**EXERCISE DATA**
————————

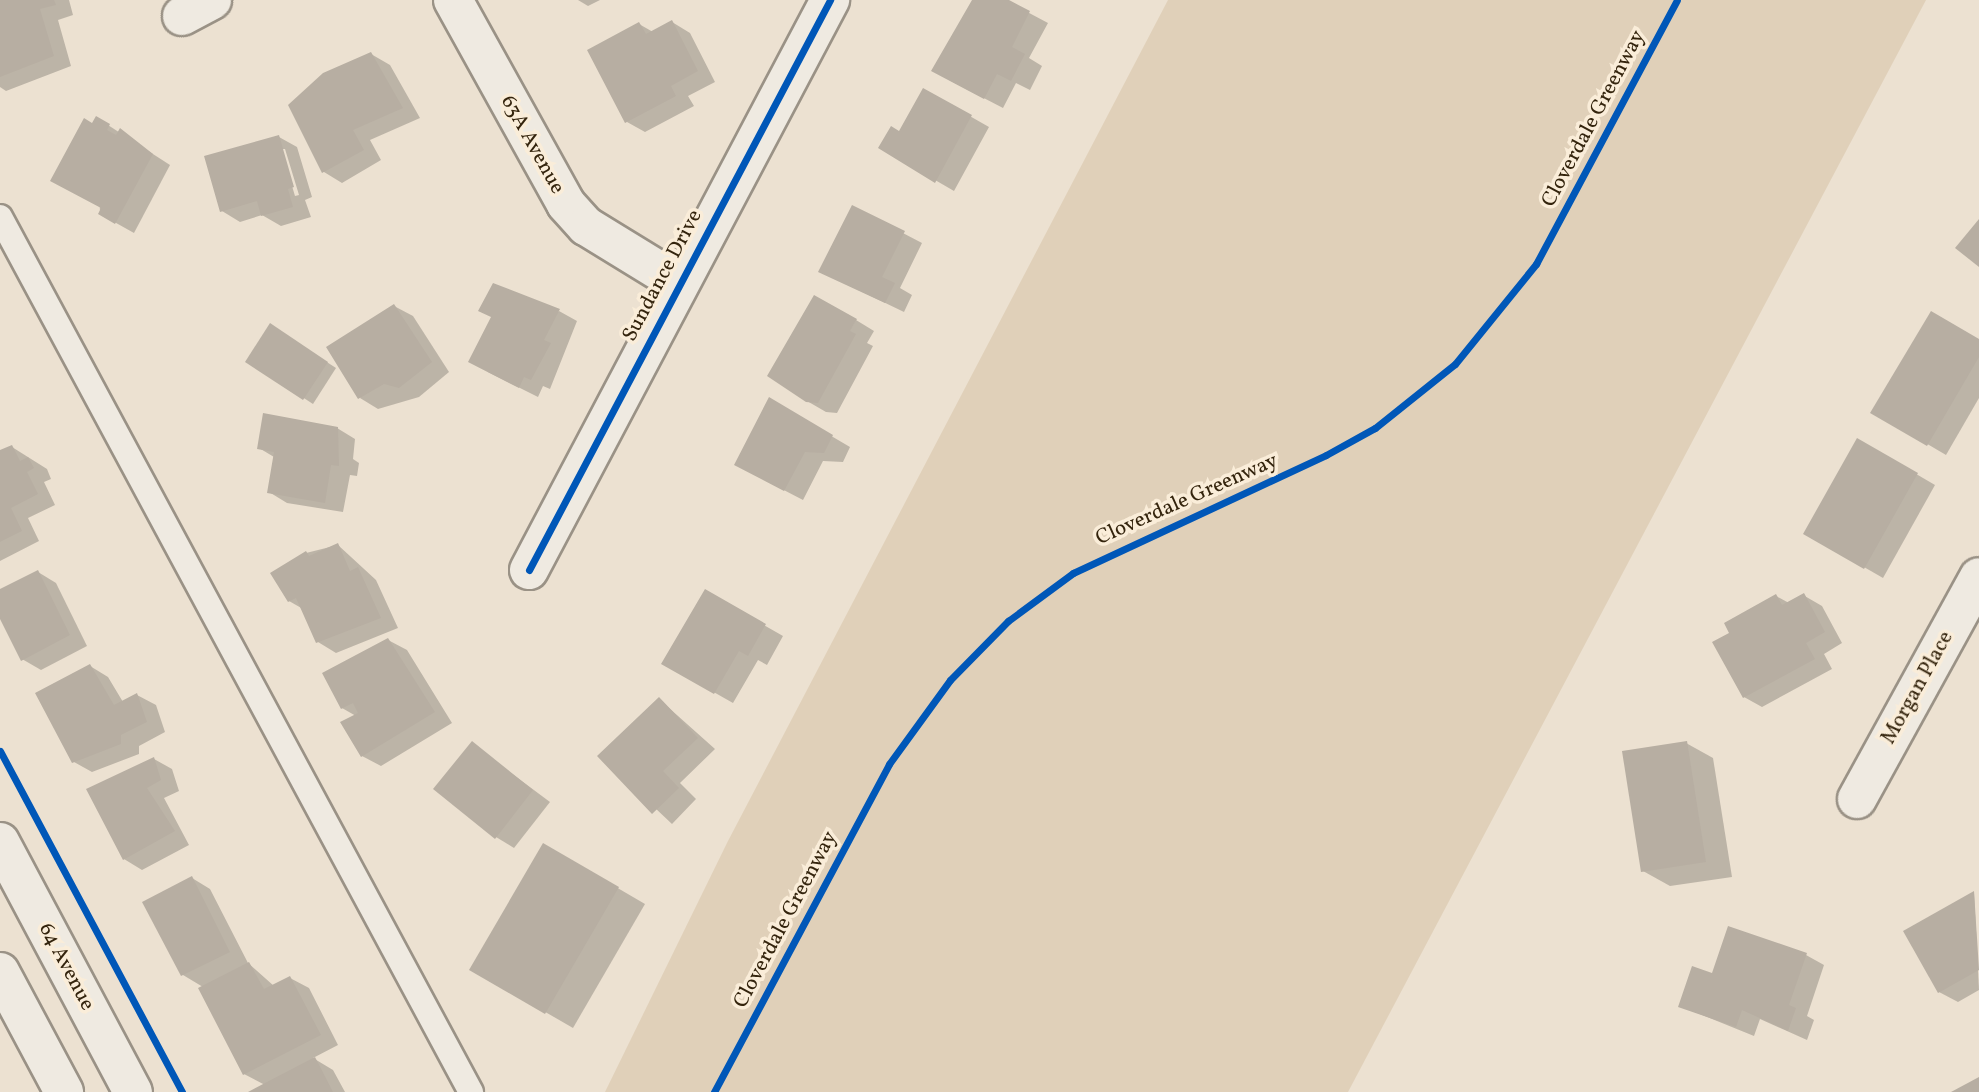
<!DOCTYPE html>
<style>
body{margin:0}
#map{position:relative;width:1979px;height:1092px;overflow:hidden;background:#ece1d1;font-family:Vollkorn,serif}
div>[style]{position:absolute}
.green>*{inset:0;background:#e0d0b9}
.shadow>*{inset:0;background:#0003}
.building>*{inset:0;background:#b7aea2}
.roads{filter:drop-shadow(2px 0 #9a9286) drop-shadow(-2px 0 #9a9286) drop-shadow(0 2px #9a9286) drop-shadow(0 -2px #9a9286)}
.service>*{height:24px;margin:-12px;padding:0 12px;transform-origin:12px;border-radius:12px;background:#efeae1}
.minor>*{height:38px;margin:-19px;padding:0 19px;transform-origin:19px;border-radius:19px;background:#efeae1}
.secondary>*{height:38px;margin:-19px;padding:0 19px;transform-origin:19px;border-radius:19px;background:#efeae1}
.cycleway>*{height:7px;margin:-3.5px;padding:0 3.5px;transform-origin:3.5px;border-radius:3.5px;background:#0057b8}
span{translate:-50% -50%;white-space:nowrap;text-align:center;line-height:1.15;-webkit-text-stroke:7px #faedd9;paint-order:stroke}
.street-label{font-size:21px;color:#34240d}
</style>
<div id="map">
<div class="green">
<div style="clip-path:polygon(1168px 0,1926px 0,1348px 1092px,605px 1092px,728px 841px)"></div>
</div>
<div class="shadow">
<div style="clip-path:polygon(0 0,69px 0,73px 15px,58px 20px,71px 66px,6px 91px,0 87px)"></div>
<div style="clip-path:polygon(578px 0,600px 0,588px 6px)"></div>
<div style="clip-path:polygon(973px 0,1005px 0,1048px 23px,1029px 58px,1042px 66px,1030px 90px,1016px 83px,1003px 108px,951px 81px)"></div>
<div style="clip-path:polygon(672px 22px,690px 33px,715px 82px,688px 96px,694px 106px,645px 132px,627px 122px,639px 24px,653px 32px)"></div>
<div style="clip-path:polygon(371px 54px,390px 65px,420px 118px,370px 140px,381px 160px,342px 183px,324px 172px,290px 105px)"></div>
<div style="clip-path:polygon(924px 90px,989px 127px,954px 191px,880px 148px,900px 133px)"></div>
<div style="clip-path:polygon(97px 118px,170px 165px,134px 233px,100px 214px)"></div>
<div style="clip-path:polygon(evenodd,279px 137px,297px 147px,312px 197px,305px 200px,311px 217px,281px 226px,262px 215px,240px 222px,222px 211px,279px 137px,281px 149px,285px 149px,299px 195px,295px 196px,281px 149px)"></div>
<div style="clip-path:polygon(853px 207px,922px 243px,900px 288px,912px 295px,904px 312px,821px 272px)"></div>
<div style="clip-path:polygon(394px 306px,413px 316px,449px 372px,419px 397px,378px 409px,360px 398px)"></div>
<div style="clip-path:polygon(559px 311px,577px 321px,550px 389px,543px 386px,538px 397px,488px 372px)"></div>
<div style="clip-path:polygon(856px 320px,874px 331px,867px 343px,873px 346px,837px 413px,826px 412px,807px 401px)"></div>
<div style="clip-path:polygon(279px 331px,336px 368px,313px 404px,247px 361px)"></div>
<div style="clip-path:polygon(1979px 341px,1979px 398px,1946px 455px,1873px 412px)"></div>
<div style="clip-path:polygon(770px 400px,850px 447px,843px 462px,823px 461px,803px 500px,755px 475px)"></div>
<div style="clip-path:polygon(337px 428px,355px 439px,353px 459px,359px 463px,357px 476px,350px 475px,343px 512px,287px 503px,269px 492px,274px 457px,259px 448px)"></div>
<div style="clip-path:polygon(1858px 440px,1935px 485px,1883px 578px,1805px 533px)"></div>
<div style="clip-path:polygon(12px 447px,47px 469px,51px 479px,44px 482px,55px 505px,28px 518px,39px 541px,0 561px,0 452px)"></div>
<div style="clip-path:polygon(338px 545px,376px 580px,398px 628px,336px 653px,318px 642px,303px 609px,289px 601px,306px 553px)"></div>
<div style="clip-path:polygon(38px 572px,56px 583px,87px 646px,41px 670px,22px 659px,0 615px,0 591px)"></div>
<div style="clip-path:polygon(705px 591px,783px 636px,767px 665px,758px 660px,733px 703px,664px 664px)"></div>
<div style="clip-path:polygon(1803px 595px,1822px 606px,1842px 643px,1824px 654px,1832px 669px,1762px 707px,1744px 697px,1776px 596px,1789px 603px)"></div>
<div style="clip-path:polygon(388px 640px,407px 650px,452px 723px,381px 766px,362px 756px,356px 716px,342px 708px)"></div>
<div style="clip-path:polygon(90px 666px,108px 677px,123px 702px,137px 695px,156px 705px,165px 732px,139px 746px,139px 754px,92px 772px,74px 762px)"></div>
<div style="clip-path:polygon(659px 699px,715px 749px,680px 783px,696px 799px,672px 824px,600px 756px)"></div>
<div style="clip-path:polygon(1686px 743px,1713px 758px,1732px 877px,1670px 886px,1643px 871px)"></div>
<div style="clip-path:polygon(472px 744px,550px 802px,514px 848px,496px 837px)"></div>
<div style="clip-path:polygon(154px 759px,172px 769px,179px 791px,164px 798px,189px 845px,142px 870px,124px 859px)"></div>
<div style="clip-path:polygon(544px 845px,645px 904px,573px 1028px,471px 969px)"></div>
<div style="clip-path:polygon(192px 878px,210px 889px,248px 963px,274px 986px,290px 978px,309px 988px,338px 1045px,313px 1058px,333px 1070px,345px 1092px,251px 1092px,265px 1085px,244px 1074px,203px 987px,183px 975px)"></div>
<div style="clip-path:polygon(1974px 893px,1979px 990px,1958px 1002px,1939px 992px,1905px 932px)"></div>
<div style="clip-path:polygon(1806px 955px,1824px 965px,1807px 1016px,1814px 1020px,1807px 1040px,1760px 1019px,1754px 1036px,1680px 1006px,1713px 975px)"></div>
</div>
<div class="building">
<div style="clip-path:polygon(0 0,54px 0,56px 5px,40px 9px,54px 56px,0 77px)"></div>
<div style="clip-path:polygon(972px 0,1009px 0,1030px 11px,1012px 47px,1025px 54px,1011px 81px,997px 74px,984px 99px,931px 71px)"></div>
<div style="clip-path:polygon(672px 20px,698px 71px,671px 86px,676px 96px,625px 123px,587px 50px,639px 22px,646px 34px)"></div>
<div style="clip-path:polygon(371px 52px,403px 108px,353px 130px,364px 150px,322px 173px,288px 105px,323px 73px)"></div>
<div style="clip-path:polygon(923px 88px,972px 115px,935px 183px,878px 148px,891px 126px,899px 131px)"></div>
<div style="clip-path:polygon(96px 116px,110px 124px,107px 130px,116px 135px,120px 128px,153px 154px,115px 224px,98px 214px,101px 208px,50px 181px,84px 118px,92px 123px)"></div>
<div style="clip-path:polygon(279px 135px,294px 187px,288px 189px,293px 207px,261px 216px,257px 201px,220px 212px,204px 156px)"></div>
<div style="clip-path:polygon(852px 205px,905px 231px,882px 277px,895px 283px,885px 303px,818px 272px)"></div>
<div style="clip-path:polygon(1979px 219px,1979px 267px,1955px 248px)"></div>
<div style="clip-path:polygon(493px 283px,560px 309px,544px 340px,551px 343px,531px 380px,524px 377px,519px 388px,468px 362px,491px 317px,478px 311px)"></div>
<div style="clip-path:polygon(814px 295px,857px 319px,850px 331px,856px 334px,818px 403px,806px 402px,767px 376px)"></div>
<div style="clip-path:polygon(394px 304px,432px 362px,399px 388px,384px 384px,358px 399px,326px 347px)"></div>
<div style="clip-path:polygon(1931px 311px,1979px 339px,1979px 357px,1927px 446px,1870px 413px)"></div>
<div style="clip-path:polygon(270px 323px,328px 362px,303px 400px,245px 362px)"></div>
<div style="clip-path:polygon(769px 397px,833px 435px,824px 453px,805px 452px,784px 491px,734px 465px)"></div>
<div style="clip-path:polygon(263px 413px,338px 427px,339px 466px,331px 465px,325px 503px,267px 493px,274px 452px,257px 449px)"></div>
<div style="clip-path:polygon(1857px 438px,1918px 473px,1864px 569px,1803px 534px)"></div>
<div style="clip-path:polygon(12px 445px,20px 461px,28px 457px,34px 468px,27px 472px,38px 494px,11px 508px,22px 531px,0 542px,0 450px)"></div>
<div style="clip-path:polygon(338px 543px,350px 571px,358px 567px,381px 618px,316px 643px,296px 598px,288px 602px,270px 573px,306px 551px,309px 556px)"></div>
<div style="clip-path:polygon(38px 570px,70px 635px,21px 661px,0 619px,0 589px)"></div>
<div style="clip-path:polygon(705px 589px,766px 624px,748px 656px,739px 651px,714px 694px,661px 664px)"></div>
<div style="clip-path:polygon(1804px 593px,1825px 632px,1806px 643px,1815px 659px,1743px 698px,1712px 642px,1729px 633px,1724px 623px,1776px 594px,1782px 605px)"></div>
<div style="clip-path:polygon(388px 638px,435px 712px,361px 757px,340px 722px,358px 713px,353px 703px,341px 709px,322px 673px)"></div>
<div style="clip-path:polygon(90px 664px,114px 705px,137px 693px,147px 722px,121px 735px,121px 744px,72px 763px,35px 693px)"></div>
<div style="clip-path:polygon(659px 697px,698px 738px,663px 771px,679px 788px,652px 814px,597px 756px)"></div>
<div style="clip-path:polygon(472px 741px,533px 790px,495px 839px,433px 789px)"></div>
<div style="clip-path:polygon(1687px 741px,1706px 862px,1641px 872px,1622px 751px)"></div>
<div style="clip-path:polygon(154px 757px,161px 780px,147px 788px,175px 831px,123px 860px,86px 789px)"></div>
<div style="clip-path:polygon(543px 843px,619px 887px,545px 1014px,469px 970px)"></div>
<div style="clip-path:polygon(192px 876px,230px 952px,181px 976px,142px 902px)"></div>
<div style="clip-path:polygon(1974px 891px,1979px 970px,1938px 993px,1903px 931px)"></div>
<div style="clip-path:polygon(1728px 926px,1807px 953px,1789px 1005px,1796px 1008px,1788px 1031px,1742px 1010px,1736px 1027px,1678px 1007px,1692px 966px,1712px 973px)"></div>
<div style="clip-path:polygon(249px 962px,264px 989px,290px 976px,321px 1035px,243px 1075px,198px 988px)"></div>
<div style="clip-path:polygon(315px 1057px,333px 1092px,248px 1092px)"></div>
<div style="clip-path:polygon(1979px 1077px,1979px 1092px,1951px 1092px)"></div>
</div>
<div class="roads">
<div class="service">
<div style="left:0;top:217px;width:994px;rotate:61.71deg"></div>
</div>
<div class="minor">
<div style="left:453px;top:0;width:233px;rotate:61deg"></div>
<div style="left:566px;top:204px;width:30px;rotate:48deg"></div>
<div style="left:586px;top:226px;width:109px;rotate:31.5deg"></div>
<div style="left:182px;top:16px;width:34px;rotate:-28deg"></div>
<div style="left:529px;top:570px;width:645px;rotate:-62.16deg"></div>
<div style="left:1857px;top:799px;width:253px;rotate:-61.2deg"></div>
</div>
<div class="secondary">
<div style="left:0;top:842px;width:283px;rotate:62deg"></div>
<div style="left:0;top:972px;width:136px;rotate:61.9deg"></div>
</div>
</div>
<div class="cycleway">
<div style="left:529px;top:570px;width:645px;rotate:-62.16deg"></div>
<div style="left:0;top:751px;width:387px;rotate:61.9deg"></div>
<div style="left:714px;top:1092px;width:372px;rotate:-61.9deg"></div>
<div style="left:889px;top:764px;width:104px;rotate:-54deg"></div>
<div style="left:950px;top:680px;width:83px;rotate:-45.5deg"></div>
<div style="left:1008px;top:621px;width:81px;rotate:-36.4deg"></div>
<div style="left:1073px;top:573px;width:279px;rotate:-25deg"></div>
<div style="left:1326px;top:455px;width:56px;rotate:-28.9deg"></div>
<div style="left:1375px;top:428px;width:102px;rotate:-38.7deg"></div>
<div style="left:1455px;top:364px;width:129px;rotate:-51deg"></div>
<div style="left:1536px;top:264px;width:299px;rotate:-61.9deg"></div>
</div>
<div class="street-label">
<span style="left:1594px;top:119px;rotate:-62deg">Cloverdale Greenway</span>
<span style="left:532px;top:145px;rotate:61deg">63A Avenue</span>
<span style="left:663px;top:276px;rotate:-62deg">Sundance Drive</span>
<span style="left:1187px;top:500px;rotate:-24deg">Cloverdale Greenway</span>
<span style="left:1918px;top:688px;rotate:-61deg">Morgan Place</span>
<span style="left:786px;top:920px;rotate:-62deg">Cloverdale Greenway</span>
<span style="left:66px;top:967px;rotate:62deg">64 Avenue</span>
</div>
</div>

————————

**WHAT THIS TASK INVOLVES**
Write out nothing but the lines from the start of the data through the line with "118px,170px 165px,134px 233px,100px". Leave out the pictures.

**EXERCISE RESULT**
<!DOCTYPE html>
<style>
body{margin:0}
#map{position:relative;width:1979px;height:1092px;overflow:hidden;background:#ece1d1;font-family:Vollkorn,serif}
div>[style]{position:absolute}
.green>*{inset:0;background:#e0d0b9}
.shadow>*{inset:0;background:#0003}
.building>*{inset:0;background:#b7aea2}
.roads{filter:drop-shadow(2px 0 #9a9286) drop-shadow(-2px 0 #9a9286) drop-shadow(0 2px #9a9286) drop-shadow(0 -2px #9a9286)}
.service>*{height:24px;margin:-12px;padding:0 12px;transform-origin:12px;border-radius:12px;background:#efeae1}
.minor>*{height:38px;margin:-19px;padding:0 19px;transform-origin:19px;border-radius:19px;background:#efeae1}
.secondary>*{height:38px;margin:-19px;padding:0 19px;transform-origin:19px;border-radius:19px;background:#efeae1}
.cycleway>*{height:7px;margin:-3.5px;padding:0 3.5px;transform-origin:3.5px;border-radius:3.5px;background:#0057b8}
span{translate:-50% -50%;white-space:nowrap;text-align:center;line-height:1.15;-webkit-text-stroke:7px #faedd9;paint-order:stroke}
.street-label{font-size:21px;color:#34240d}
</style>
<div id="map">
<div class="green">
<div style="clip-path:polygon(1168px 0,1926px 0,1348px 1092px,605px 1092px,728px 841px)"></div>
</div>
<div class="shadow">
<div style="clip-path:polygon(0 0,69px 0,73px 15px,58px 20px,71px 66px,6px 91px,0 87px)"></div>
<div style="clip-path:polygon(578px 0,600px 0,588px 6px)"></div>
<div style="clip-path:polygon(973px 0,1005px 0,1048px 23px,1029px 58px,1042px 66px,1030px 90px,1016px 83px,1003px 108px,951px 81px)"></div>
<div style="clip-path:polygon(672px 22px,690px 33px,715px 82px,688px 96px,694px 106px,645px 132px,627px 122px,639px 24px,653px 32px)"></div>
<div style="clip-path:polygon(371px 54px,390px 65px,420px 118px,370px 140px,381px 160px,342px 183px,324px 172px,290px 105px)"></div>
<div style="clip-path:polygon(924px 90px,989px 127px,954px 191px,880px 148px,900px 133px)"></div>
<div style="clip-path:polygon(97px 118px,170px 165px,134px 233px,100px 214px)"></div>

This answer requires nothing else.